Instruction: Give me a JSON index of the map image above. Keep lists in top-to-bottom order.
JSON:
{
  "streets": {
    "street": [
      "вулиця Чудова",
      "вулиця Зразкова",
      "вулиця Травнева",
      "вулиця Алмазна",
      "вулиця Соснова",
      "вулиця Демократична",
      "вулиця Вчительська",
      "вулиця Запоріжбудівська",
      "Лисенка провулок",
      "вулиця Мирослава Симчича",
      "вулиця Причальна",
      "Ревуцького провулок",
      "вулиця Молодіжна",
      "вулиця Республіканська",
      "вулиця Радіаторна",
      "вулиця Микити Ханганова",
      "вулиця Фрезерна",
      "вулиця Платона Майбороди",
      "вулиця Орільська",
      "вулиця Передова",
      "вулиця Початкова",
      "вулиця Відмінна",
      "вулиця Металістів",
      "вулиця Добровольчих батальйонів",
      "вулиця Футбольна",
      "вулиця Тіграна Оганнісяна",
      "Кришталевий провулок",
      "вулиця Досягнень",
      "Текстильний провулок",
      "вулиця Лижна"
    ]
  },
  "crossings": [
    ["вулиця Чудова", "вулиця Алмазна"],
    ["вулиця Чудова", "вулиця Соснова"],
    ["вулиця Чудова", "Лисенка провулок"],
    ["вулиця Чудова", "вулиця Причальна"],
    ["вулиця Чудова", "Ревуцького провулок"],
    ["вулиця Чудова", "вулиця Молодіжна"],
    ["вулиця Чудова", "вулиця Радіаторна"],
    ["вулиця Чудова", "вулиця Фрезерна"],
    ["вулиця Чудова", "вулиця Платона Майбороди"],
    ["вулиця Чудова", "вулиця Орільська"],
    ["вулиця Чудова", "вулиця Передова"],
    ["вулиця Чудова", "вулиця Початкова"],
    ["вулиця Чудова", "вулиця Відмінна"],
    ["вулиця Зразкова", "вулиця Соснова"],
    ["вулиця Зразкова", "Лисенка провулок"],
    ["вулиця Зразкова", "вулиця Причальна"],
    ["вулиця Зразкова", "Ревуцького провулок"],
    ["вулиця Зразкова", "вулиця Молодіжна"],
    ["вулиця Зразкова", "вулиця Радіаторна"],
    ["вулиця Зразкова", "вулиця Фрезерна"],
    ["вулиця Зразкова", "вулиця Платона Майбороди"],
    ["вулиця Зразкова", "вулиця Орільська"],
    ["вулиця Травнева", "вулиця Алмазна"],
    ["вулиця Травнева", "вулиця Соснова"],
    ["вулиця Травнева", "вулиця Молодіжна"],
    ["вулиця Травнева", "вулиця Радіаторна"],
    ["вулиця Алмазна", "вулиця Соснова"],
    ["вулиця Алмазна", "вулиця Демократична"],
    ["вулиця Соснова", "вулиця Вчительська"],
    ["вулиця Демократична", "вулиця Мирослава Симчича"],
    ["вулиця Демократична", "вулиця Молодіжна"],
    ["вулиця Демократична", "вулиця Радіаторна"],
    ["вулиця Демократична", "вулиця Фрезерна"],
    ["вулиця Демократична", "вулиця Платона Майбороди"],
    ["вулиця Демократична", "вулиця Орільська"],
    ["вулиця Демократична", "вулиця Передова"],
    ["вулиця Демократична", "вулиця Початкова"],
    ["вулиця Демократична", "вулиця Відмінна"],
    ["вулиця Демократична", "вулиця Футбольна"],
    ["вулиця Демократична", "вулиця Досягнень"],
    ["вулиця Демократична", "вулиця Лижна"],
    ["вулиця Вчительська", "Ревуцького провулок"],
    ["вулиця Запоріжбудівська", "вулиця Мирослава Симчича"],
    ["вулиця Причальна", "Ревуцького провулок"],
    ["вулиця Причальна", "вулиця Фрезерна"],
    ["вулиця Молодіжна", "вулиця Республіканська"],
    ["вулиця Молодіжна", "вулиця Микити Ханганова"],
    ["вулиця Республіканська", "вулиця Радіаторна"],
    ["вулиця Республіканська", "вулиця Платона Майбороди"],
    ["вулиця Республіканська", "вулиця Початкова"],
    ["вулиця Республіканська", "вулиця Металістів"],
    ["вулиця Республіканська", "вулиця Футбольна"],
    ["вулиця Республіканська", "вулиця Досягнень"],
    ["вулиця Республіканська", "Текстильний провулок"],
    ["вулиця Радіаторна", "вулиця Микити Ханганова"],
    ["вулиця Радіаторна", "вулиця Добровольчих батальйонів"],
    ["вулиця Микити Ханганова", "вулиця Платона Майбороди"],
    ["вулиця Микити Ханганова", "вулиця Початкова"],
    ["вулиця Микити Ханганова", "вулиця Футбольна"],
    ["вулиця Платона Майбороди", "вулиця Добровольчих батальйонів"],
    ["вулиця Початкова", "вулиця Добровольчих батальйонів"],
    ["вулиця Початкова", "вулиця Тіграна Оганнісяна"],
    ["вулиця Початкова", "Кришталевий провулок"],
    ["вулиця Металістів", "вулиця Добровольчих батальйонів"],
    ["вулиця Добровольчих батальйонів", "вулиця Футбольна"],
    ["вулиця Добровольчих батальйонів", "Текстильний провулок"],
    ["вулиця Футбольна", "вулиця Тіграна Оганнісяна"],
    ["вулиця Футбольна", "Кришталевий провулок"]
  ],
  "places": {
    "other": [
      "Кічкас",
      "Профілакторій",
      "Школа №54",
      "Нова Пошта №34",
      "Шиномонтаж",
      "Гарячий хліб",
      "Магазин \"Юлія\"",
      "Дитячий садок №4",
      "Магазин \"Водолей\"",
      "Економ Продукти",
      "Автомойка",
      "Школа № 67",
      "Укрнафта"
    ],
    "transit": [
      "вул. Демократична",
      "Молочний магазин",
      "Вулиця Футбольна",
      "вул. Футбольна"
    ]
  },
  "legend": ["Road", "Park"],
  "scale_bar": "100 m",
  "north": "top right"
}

- [TASK PROMPT] Scan the material above and determine how many lines include the word "Ревуцького"; report only the number.

- [EXERCISE RESULT] 5